* _TASK TO COMPLETE_: Only the lines of the data below from the one with "height:26px; margin:-13px; padding:0" through the one with "position:absolute; left:16px; top:16px;" are wanted. Repeat them exactly.

_ _ _ _

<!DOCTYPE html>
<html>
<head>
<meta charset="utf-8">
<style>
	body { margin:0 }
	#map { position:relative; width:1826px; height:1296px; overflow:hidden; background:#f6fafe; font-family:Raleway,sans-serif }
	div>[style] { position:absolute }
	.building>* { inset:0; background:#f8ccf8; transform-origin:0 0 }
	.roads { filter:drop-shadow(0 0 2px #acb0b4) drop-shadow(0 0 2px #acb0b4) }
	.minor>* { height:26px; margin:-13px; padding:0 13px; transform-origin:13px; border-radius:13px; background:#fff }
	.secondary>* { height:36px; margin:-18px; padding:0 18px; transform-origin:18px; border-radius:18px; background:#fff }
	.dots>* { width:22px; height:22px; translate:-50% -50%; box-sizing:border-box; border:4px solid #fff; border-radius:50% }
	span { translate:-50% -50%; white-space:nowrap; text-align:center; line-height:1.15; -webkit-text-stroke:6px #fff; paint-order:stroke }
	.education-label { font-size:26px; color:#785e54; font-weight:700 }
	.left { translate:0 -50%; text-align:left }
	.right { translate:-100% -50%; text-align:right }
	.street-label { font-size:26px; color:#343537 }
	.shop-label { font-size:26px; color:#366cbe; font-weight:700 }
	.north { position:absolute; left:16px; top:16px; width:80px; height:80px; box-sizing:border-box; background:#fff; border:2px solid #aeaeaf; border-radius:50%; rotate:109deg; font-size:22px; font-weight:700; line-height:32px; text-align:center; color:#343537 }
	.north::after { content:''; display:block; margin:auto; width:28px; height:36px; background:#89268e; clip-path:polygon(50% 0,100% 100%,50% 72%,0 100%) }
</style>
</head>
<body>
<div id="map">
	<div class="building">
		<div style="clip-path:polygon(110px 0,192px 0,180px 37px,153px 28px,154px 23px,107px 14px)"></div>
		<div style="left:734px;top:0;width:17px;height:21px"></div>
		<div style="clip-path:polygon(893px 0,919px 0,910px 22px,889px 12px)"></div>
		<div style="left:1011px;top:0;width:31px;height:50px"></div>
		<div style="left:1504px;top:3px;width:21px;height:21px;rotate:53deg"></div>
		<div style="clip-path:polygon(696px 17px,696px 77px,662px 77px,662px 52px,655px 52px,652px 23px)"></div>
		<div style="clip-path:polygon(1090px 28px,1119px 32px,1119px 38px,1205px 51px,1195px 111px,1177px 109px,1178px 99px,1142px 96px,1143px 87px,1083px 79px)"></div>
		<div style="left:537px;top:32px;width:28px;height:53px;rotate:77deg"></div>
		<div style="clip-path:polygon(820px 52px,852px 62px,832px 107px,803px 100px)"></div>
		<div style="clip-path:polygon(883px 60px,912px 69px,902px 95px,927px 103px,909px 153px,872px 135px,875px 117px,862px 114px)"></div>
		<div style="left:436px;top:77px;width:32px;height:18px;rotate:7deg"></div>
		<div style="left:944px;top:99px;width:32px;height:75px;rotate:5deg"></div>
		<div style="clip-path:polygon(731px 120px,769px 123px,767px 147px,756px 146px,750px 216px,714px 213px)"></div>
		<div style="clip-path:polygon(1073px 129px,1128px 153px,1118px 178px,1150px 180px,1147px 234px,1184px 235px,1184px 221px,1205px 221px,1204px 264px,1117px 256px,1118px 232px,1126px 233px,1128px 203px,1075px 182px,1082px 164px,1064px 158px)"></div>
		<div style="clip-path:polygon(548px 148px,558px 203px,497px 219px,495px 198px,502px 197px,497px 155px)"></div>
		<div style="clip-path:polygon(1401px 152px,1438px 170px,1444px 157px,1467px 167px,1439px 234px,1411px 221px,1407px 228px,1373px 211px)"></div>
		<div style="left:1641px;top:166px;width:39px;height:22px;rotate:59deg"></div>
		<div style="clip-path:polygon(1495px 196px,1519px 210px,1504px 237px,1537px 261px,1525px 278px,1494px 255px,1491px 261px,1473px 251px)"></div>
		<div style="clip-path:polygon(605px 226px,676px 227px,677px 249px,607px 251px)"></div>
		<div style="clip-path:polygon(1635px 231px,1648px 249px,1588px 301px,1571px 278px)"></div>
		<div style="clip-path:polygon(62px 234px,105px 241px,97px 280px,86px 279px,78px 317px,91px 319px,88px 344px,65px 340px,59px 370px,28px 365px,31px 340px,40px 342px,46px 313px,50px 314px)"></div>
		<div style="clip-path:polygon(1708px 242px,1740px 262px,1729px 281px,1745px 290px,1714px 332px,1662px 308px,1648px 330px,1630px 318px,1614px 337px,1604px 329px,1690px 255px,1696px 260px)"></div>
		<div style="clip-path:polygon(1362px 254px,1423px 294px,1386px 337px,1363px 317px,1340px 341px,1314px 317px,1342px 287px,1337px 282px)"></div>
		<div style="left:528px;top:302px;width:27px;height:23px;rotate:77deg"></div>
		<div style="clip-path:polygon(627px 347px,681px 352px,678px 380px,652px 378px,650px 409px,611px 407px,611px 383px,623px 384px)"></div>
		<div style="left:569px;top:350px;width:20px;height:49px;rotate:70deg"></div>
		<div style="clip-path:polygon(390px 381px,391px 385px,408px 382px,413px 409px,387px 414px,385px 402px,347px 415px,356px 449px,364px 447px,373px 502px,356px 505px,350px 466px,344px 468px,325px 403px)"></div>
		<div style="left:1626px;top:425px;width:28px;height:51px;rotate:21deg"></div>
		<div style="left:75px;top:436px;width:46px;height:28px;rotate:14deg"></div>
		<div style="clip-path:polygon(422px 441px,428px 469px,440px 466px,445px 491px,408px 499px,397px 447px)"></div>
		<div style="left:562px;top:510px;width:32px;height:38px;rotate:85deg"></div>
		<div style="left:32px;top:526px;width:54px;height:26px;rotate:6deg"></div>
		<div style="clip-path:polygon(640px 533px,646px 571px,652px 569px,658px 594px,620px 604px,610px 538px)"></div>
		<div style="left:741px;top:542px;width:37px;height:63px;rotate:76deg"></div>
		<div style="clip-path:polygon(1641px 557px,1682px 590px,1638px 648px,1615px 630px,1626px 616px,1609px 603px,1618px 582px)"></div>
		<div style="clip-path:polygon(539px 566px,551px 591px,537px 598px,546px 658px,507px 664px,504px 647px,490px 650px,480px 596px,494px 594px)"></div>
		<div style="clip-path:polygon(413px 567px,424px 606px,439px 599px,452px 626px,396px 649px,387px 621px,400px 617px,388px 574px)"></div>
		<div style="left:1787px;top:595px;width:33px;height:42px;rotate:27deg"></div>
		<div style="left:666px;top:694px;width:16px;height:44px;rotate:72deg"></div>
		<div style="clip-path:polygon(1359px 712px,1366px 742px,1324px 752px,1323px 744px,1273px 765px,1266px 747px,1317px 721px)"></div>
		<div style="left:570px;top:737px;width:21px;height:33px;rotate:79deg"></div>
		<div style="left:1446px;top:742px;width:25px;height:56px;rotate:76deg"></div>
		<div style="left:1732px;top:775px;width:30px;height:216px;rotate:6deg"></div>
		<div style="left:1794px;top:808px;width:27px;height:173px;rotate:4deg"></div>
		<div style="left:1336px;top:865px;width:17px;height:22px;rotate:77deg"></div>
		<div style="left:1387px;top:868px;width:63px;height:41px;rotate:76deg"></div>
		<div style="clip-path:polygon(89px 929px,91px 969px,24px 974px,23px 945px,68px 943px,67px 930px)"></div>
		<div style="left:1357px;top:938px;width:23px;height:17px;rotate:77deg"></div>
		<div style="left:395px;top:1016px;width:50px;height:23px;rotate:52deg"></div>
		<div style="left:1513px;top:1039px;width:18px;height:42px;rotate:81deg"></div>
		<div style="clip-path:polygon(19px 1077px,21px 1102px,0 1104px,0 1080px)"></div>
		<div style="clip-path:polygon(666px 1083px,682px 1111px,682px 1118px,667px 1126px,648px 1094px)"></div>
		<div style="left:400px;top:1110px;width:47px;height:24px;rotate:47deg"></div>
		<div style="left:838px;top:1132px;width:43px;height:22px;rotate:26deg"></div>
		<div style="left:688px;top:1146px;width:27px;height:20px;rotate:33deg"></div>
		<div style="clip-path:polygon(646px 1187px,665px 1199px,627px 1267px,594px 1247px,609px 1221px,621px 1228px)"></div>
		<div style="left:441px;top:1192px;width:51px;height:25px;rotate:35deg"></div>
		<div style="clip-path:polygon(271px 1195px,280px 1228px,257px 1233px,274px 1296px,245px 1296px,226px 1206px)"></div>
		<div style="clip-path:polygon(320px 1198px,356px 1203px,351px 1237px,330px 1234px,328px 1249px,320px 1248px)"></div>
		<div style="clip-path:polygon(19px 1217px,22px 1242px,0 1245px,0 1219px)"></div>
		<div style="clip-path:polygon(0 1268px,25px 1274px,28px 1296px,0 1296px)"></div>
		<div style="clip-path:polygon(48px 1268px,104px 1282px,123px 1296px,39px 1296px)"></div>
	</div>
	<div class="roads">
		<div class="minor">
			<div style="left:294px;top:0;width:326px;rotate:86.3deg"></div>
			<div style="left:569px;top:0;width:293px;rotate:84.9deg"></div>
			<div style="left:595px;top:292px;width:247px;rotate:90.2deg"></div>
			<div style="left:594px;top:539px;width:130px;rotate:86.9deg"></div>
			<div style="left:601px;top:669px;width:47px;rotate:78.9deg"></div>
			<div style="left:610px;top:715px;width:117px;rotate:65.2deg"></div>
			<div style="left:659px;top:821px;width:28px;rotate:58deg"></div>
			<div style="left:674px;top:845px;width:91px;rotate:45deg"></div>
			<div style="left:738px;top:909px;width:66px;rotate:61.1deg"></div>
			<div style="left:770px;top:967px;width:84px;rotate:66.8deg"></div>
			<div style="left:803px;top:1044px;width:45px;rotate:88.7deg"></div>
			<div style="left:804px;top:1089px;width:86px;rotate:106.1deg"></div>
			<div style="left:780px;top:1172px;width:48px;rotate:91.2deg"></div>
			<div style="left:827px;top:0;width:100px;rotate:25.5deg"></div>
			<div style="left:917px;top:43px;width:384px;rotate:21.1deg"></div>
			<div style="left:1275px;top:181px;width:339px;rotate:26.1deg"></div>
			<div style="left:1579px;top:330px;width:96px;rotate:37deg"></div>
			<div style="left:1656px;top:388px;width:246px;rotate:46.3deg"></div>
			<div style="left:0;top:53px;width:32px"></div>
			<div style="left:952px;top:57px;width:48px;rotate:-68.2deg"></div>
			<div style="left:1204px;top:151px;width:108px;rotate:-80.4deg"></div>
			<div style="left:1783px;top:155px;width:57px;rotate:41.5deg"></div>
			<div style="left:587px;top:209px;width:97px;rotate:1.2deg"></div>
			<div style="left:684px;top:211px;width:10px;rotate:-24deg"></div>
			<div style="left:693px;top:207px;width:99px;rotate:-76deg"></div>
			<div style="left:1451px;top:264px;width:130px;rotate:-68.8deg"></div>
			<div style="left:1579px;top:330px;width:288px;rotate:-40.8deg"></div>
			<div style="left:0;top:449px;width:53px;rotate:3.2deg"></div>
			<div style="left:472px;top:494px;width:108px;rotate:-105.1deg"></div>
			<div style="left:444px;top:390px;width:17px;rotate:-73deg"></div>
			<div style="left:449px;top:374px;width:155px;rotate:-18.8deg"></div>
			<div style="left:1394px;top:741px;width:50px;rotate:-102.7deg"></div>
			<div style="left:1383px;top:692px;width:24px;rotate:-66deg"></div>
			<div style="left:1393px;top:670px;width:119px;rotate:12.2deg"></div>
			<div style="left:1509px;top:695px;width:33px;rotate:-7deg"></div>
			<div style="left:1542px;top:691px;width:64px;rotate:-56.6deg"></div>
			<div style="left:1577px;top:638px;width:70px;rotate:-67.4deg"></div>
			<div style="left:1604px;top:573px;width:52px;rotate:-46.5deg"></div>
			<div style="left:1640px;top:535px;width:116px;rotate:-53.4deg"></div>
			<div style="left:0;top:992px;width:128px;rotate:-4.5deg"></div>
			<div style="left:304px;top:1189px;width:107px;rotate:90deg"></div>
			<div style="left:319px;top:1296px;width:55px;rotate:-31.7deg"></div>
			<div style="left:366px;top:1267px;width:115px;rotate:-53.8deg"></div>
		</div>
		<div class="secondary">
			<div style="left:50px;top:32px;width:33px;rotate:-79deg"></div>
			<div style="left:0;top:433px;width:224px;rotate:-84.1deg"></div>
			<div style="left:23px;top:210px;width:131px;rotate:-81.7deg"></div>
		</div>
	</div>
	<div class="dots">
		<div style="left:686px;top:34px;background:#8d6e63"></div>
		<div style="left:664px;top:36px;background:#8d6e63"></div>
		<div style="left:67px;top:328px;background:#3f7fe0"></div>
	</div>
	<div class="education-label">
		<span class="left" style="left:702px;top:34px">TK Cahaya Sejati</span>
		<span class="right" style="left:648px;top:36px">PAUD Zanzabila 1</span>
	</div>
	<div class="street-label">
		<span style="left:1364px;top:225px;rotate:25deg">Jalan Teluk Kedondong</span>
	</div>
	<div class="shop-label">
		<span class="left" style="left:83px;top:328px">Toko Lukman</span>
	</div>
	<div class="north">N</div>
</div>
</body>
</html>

_ _ _ _

* _SOLUTION TO THIS TASK_:
	.minor>* { height:26px; margin:-13px; padding:0 13px; transform-origin:13px; border-radius:13px; background:#fff }
	.secondary>* { height:36px; margin:-18px; padding:0 18px; transform-origin:18px; border-radius:18px; background:#fff }
	.dots>* { width:22px; height:22px; translate:-50% -50%; box-sizing:border-box; border:4px solid #fff; border-radius:50% }
	span { translate:-50% -50%; white-space:nowrap; text-align:center; line-height:1.15; -webkit-text-stroke:6px #fff; paint-order:stroke }
	.education-label { font-size:26px; color:#785e54; font-weight:700 }
	.left { translate:0 -50%; text-align:left }
	.right { translate:-100% -50%; text-align:right }
	.street-label { font-size:26px; color:#343537 }
	.shop-label { font-size:26px; color:#366cbe; font-weight:700 }
	.north { position:absolute; left:16px; top:16px; width:80px; height:80px; box-sizing:border-box; background:#fff; border:2px solid #aeaeaf; border-radius:50%; rotate:109deg; font-size:22px; font-weight:700; line-height:32px; text-align:center; color:#343537 }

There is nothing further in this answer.